* Work to be completed *
Search the records that follow and extract every line containing the string "shadow".
[[ Dataset, beginning ]]
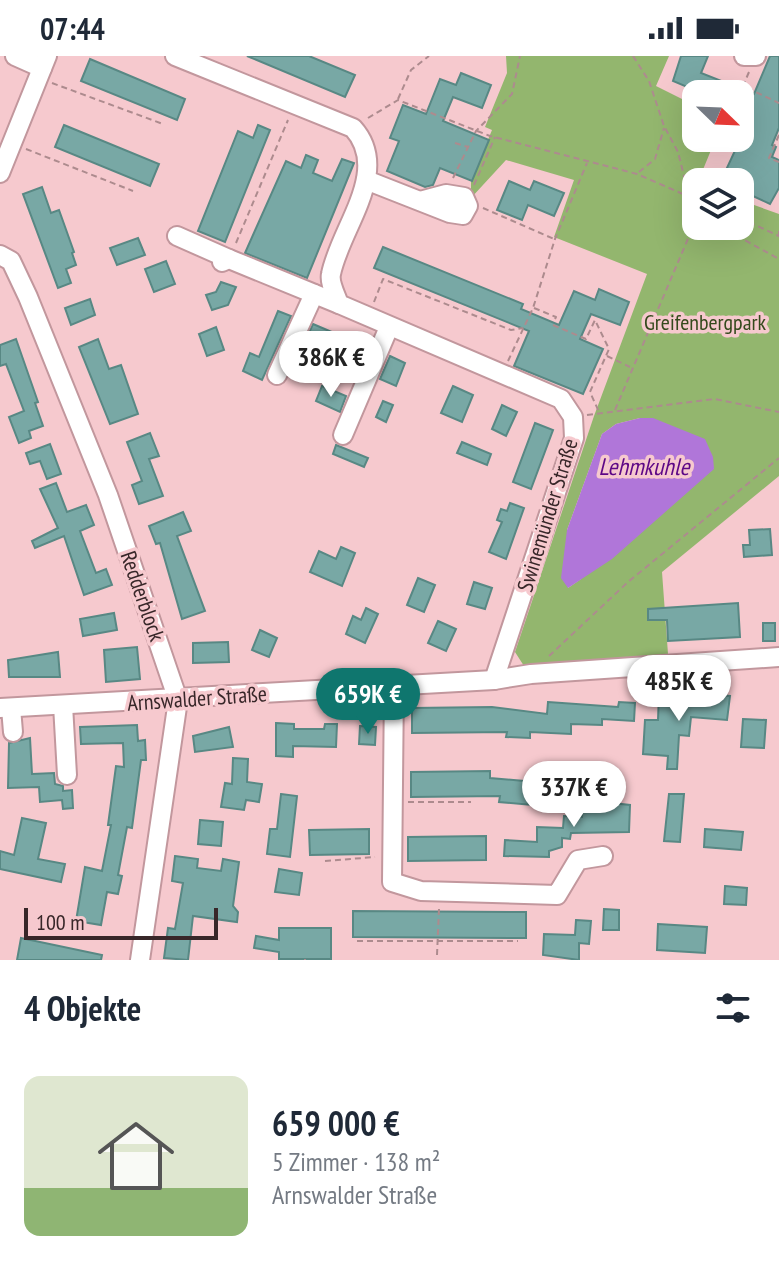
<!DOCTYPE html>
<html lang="de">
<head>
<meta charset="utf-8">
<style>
	:root { --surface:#fff; --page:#f6f6f7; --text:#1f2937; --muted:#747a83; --accent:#0f766e }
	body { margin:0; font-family:"PT Sans Narrow",sans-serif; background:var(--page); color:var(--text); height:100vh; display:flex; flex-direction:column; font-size:30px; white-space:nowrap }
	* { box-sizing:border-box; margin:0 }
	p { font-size:26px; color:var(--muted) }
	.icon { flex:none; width:44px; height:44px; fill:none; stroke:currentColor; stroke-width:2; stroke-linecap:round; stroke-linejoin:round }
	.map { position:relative; height:904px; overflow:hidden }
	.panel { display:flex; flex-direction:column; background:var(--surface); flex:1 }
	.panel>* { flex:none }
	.needle { width:52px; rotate:113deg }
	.controls { position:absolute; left:682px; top:24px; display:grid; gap:16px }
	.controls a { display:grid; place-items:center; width:72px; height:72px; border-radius:16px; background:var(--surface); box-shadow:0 8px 32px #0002; font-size:40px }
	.scale { position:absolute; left:24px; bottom:20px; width:194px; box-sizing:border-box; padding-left:8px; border:4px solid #382729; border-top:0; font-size:22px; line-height:28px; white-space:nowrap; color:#382729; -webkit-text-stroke:6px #f6c9ce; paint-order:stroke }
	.price { position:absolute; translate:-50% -68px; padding:0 18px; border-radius:28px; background:#fff; color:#222; font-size:26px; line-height:52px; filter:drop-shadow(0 2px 4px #0008) }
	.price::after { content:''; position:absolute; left:50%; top:48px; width:24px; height:18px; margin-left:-12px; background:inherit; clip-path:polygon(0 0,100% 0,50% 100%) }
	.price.on { background:var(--accent); color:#fff }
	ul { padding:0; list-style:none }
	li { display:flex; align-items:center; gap:24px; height:200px; padding:0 24px }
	li span { display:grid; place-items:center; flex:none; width:224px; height:160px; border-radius:16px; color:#555 }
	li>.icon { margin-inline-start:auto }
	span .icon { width:96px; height:96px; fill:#fffc; stroke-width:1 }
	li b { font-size:34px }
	h2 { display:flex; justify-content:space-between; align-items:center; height:96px; padding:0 24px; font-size:34px }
	.status { display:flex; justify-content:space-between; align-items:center; height:56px; padding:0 40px; background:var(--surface); direction:ltr }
	.status svg { height:22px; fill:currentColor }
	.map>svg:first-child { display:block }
	.green { fill:#93b66e; fill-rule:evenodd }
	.water { fill:#b076d9 }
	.building { fill:#78a8a5; stroke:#588884; stroke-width:2 }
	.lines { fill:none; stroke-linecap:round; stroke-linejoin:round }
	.minor-casing { stroke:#c2979d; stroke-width:22 }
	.path { stroke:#ad8b8e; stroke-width:2; stroke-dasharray:6 4; stroke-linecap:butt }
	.minor { stroke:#fff; stroke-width:18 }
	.labels { text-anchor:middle; stroke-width:7; stroke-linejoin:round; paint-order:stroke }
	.park-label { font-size:22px; fill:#34491c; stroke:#f6c9ce }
	.street-label { font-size:22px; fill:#382729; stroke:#f6c9ce }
	.water-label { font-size:24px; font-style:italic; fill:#5e0886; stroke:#f6c9ce }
</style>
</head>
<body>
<div class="status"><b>07:44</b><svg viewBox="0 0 49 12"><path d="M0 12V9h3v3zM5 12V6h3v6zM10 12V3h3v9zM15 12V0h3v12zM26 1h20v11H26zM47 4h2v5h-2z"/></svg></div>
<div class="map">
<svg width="779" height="904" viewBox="0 0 779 904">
	<rect width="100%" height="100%" fill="#f6c9ce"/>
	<path class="green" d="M506,0H669L656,30L696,50V82H716L702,116L707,126H696V170H740V144L779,158V420L662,516L668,598L524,610L515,596L594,360L647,218L554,181L574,124L506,104L471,142V125L492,74L485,71L507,17ZM640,362L581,523L568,532L567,474L602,378L616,368Z"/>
	<polygon class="water" points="640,362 653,362 705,383 713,401 714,413 612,503 568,532 561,522 567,474 602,378 616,368"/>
	<g class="building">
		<polygon points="247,0 309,0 355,19 345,41"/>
		<polygon points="681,0 708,0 701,17 754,38 770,0 779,0 779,72 772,89 776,91 772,101 779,104 779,132 770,148 740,134 740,126 728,122 730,116 726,114 752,58 740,53 740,38 696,38 697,35 673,25"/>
		<polygon points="90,3 185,43 177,64 81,25"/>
		<polygon points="461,17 491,29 482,52 453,41 443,65 489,84 472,125 440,112 433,129 425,131 387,115 399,85 390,82 403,49 426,58 440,23 456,29"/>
		<polygon points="64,69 159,108 150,130 55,91"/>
		<polygon points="258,69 270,74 225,186 198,175 238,75 253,82"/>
		<polygon points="306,99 318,104 313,117 332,125 342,103 354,107 307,222 245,197 286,105 301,112"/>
		<polygon points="509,125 530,134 534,125 564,137 554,160 528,149 522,164 497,154"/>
		<polygon points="42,131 51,157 59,154 74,196 72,197 76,209 66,213 71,227 58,232 23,138"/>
		<polygon points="138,182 145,199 117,209 110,192"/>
		<polygon points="383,191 523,248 521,253 559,269 574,235 595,244 599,233 629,246 620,269 591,258 580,283 603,293 583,338 514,310 529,275 374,212"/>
		<polygon points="166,205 175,228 154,236 145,213"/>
		<polygon points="221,226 236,231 228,249 212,254 206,239 216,236"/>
		<polygon points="90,243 95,259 71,269 65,252"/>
		<polygon points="278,255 291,260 262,324 243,315 250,297 259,301"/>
		<polygon points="313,268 367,291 361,306 349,301 345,310 303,290"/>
		<polygon points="216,271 224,294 207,300 199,278"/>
		<polygon points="16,283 38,346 35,347 43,370 29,375 31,382 19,387 9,361 24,355 6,308 0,310 0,289"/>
		<polygon points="98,283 109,313 121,309 138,358 110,368 79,291"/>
		<polygon points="390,300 405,307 396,330 380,323"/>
		<polygon points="322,330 346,340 340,356 316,345"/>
		<polygon points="453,330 473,339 462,366 441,357"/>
		<polygon points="383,345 393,349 386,366 376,361"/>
		<polygon points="502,349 517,356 506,380 492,373"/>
		<polygon points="535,367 553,374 531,433 513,426"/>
		<polygon points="150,377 159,400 149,403 163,440 139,448 132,429 142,425 127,386"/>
		<polygon points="462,386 491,398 487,409 457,397"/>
		<polygon points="50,388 61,418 47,423 40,405 30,408 26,397"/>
		<polygon points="336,389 368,402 364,411 333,398"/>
		<polygon points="56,427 67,456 86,449 94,469 80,475 96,517 106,513 112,529 84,539 64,480 35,492 32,485 58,472 40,433"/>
		<polygon points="510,447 524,452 506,503 489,496 502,466 497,464 501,453 507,455"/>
		<polygon points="183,456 191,475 177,480 205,555 182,563 160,487 156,488 149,470"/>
		<polygon points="770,473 772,499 744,501 743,489 750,489 749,474"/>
		<polygon points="341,491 355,497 342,530 310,516 319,495 336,503"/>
		<polygon points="418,522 435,529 424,556 407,549"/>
		<polygon points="474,526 492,532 485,553 467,548"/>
		<polygon points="738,547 740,581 668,585 667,564 648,564 648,553"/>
		<polygon points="366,552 378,558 365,587 346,578 353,560 361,564"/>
		<polygon points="114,557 117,574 83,580 80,563"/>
		<polygon points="438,565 456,573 446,595 428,587"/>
		<rect x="763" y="567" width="12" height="18"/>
		<polygon points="260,574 277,582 269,601 252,594"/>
		<polygon points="228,586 229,606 193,607 193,587"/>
		<polygon points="137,591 140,623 106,626 104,594"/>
		<polygon points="58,596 60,621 9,621 8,604"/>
		<polygon points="659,637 669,638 669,643 702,646 703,638 730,640 727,664 691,661 689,680 679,679 677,713 667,713 668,700 643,698 645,664 658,664"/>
		<polygon points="548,646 618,651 619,646 635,647 634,665 602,663 602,669 571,668 571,678 530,676 530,682 506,681 507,676 412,677 412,652 492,651 547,658"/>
		<polygon points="743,663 766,664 764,692 741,691"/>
		<polygon points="276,667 294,668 294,673 324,673 325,668 337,668 336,691 293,690 293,701 276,700"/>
		<polygon points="137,669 138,685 145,684 146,704 141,704 132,772 127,771 118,819 122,820 118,838 107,836 101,869 76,865 85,811 102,815 111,769 108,769 116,710 124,711 123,687 81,688 80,671"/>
		<polygon points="360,670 376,671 375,689 359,688"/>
		<polygon points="229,671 233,691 195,696 193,680"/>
		<polygon points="30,682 32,718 54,717 55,728 63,730 63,735 72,734 73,752 63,753 62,744 40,746 39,731 8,732 9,687"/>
		<polygon points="233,702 248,703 247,726 262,728 259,746 246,744 244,754 221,751 225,727 232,728"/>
		<polygon points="490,715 490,722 535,726 532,749 499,746 500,740 411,741 411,716"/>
		<polygon points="281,738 297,740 290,801 267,798 270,773 277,773"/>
		<polygon points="669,738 684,738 680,786 664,785"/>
		<polygon points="583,744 630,749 629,776 571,777 570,783 562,782 562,791 549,795 549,801 504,800 505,784 537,786 537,771 563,772 564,760 582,761"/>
		<polygon points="22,762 46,767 38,803 65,808 61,826 0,813 0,795 14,799"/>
		<polygon points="200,764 223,766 221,790 198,788"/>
		<polygon points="369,773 369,798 310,799 309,774"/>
		<polygon points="705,773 743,776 741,794 704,791"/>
		<polygon points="486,780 486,804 408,805 408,781"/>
		<polygon points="175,800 198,803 197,812 221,815 223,803 239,806 233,850 238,856 237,866 193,860 188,904 164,902 168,872 175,873 183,827 172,825"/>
		<polygon points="279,813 302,817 299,839 275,836"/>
		<polygon points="725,830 747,832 746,849 724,848"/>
		<polygon points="604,853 619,854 619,874 603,874"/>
		<polygon points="353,855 526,856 526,882 353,881"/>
		<polygon points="576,864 591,865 589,888 579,887 579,904 543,899 544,878 575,879"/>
		<polygon points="658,868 707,871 705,897 657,894"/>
		<polygon points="279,872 331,872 331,903 279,903 279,896 254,892 256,880 279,884"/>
		<polygon points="21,882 102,899 101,904 17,904"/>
	</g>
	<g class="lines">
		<g class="minor-casing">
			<g id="minor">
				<polyline points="15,0 42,12"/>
				<path d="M175,0L353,72C392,115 340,172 331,218C329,227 336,239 339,248L561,343L573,361L574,382L494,624"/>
				<polyline points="744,0 756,0"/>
				<polyline points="0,117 47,0"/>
				<polyline points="366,124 450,157 463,159 468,150 464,141 446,138 420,145"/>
				<polyline points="177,180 229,203"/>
				<polyline points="0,199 11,205 28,241 108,439 178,644 140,904"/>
				<polyline points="222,206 229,203 339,248"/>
				<polyline points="277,319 314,238"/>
				<polyline points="343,379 389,271"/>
				<polyline points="394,628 392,826 421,835 557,839 578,804 603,800"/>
				<polyline points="63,649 67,719"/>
				<polyline points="0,652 494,624 531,618 779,601"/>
				<polyline points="11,652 13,676"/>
			</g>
		</g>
		<g class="path">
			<polyline points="633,0 649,25 664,70 678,96 687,132 696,145"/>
			<polyline points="749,16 743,30 779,47"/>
			<polyline points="52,27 163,68"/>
			<polyline points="398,43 411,14 429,0"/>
			<polyline points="368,62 398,44 490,80 637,118 692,142"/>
			<polyline points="779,79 769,102 779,106"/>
			<polyline points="455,87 468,91"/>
			<polyline points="26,93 133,135"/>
			<polyline points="639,116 655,103 664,72"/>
			<polyline points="453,122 476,75 512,38 520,0"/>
			<polyline points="474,129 495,81"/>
			<polyline points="483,152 554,183"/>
			<polyline points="740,162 779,180"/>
			<polyline points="719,170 779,203"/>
			<polyline points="779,175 779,183"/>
			<polyline points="236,187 288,64"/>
			<polyline points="374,246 383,223 511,274 523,272"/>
			<polyline points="534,252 556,261 554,265"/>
			<polyline points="553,269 586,283 595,264 609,293 590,336 599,356"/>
			<polyline points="607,300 630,311"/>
			<polyline points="508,305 533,252 555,183 587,107"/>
			<polyline points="615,354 696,164"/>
			<polyline points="587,359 715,343 779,356"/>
			<polyline points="549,600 628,526 779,402"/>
			<polyline points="408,746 471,746"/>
			<polyline points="325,805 375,801"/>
			<polyline points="357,885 518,885"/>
			<polyline points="437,899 439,853"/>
			<polyline points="305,903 305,904"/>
		</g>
		<use href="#minor" class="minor"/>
	</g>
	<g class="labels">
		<g class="park-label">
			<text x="705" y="274">Greifenbergpark</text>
		</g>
		<g class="street-label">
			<text transform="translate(547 459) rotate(-73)" y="8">Swinemünder Straße</text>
			<text transform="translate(143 540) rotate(71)" y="8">Redderblock</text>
			<text transform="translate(197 642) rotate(-4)" y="8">Arnswalder Straße</text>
		</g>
		<g class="water-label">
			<text x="644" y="419">Lehmkuhle</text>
		</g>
	</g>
</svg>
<div class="controls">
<a><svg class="needle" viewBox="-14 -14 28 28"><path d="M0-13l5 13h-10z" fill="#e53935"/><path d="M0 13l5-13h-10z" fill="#747a83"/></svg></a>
<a><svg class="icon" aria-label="layers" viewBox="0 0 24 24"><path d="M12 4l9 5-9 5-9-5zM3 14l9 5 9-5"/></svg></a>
</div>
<div class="scale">100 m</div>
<b class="price" style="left:331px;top:343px">386K €</b>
<b class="price" style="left:679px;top:667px">485K €</b>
<b class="price on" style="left:368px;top:680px">659K €</b>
<b class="price" style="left:574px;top:773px">337K €</b>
</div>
<section class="panel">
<h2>4 Objekte<svg class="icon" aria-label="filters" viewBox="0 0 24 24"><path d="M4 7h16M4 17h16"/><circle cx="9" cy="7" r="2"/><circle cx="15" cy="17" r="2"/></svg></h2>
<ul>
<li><span style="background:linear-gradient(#dfe7d0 70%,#8fb573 0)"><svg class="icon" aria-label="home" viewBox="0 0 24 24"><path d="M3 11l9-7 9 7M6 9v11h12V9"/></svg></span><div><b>659 000 €</b><p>5 Zimmer · 138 m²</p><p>Arnswalder Straße</p></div></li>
</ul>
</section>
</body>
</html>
[[ Dataset, end ]]
* Answer box *
	.controls a { display:grid; place-items:center; width:72px; height:72px; border-radius:16px; background:var(--surface); box-shadow:0 8px 32px #0002; font-size:40px }
	.price { position:absolute; translate:-50% -68px; padding:0 18px; border-radius:28px; background:#fff; color:#222; font-size:26px; line-height:52px; filter:drop-shadow(0 2px 4px #0008) }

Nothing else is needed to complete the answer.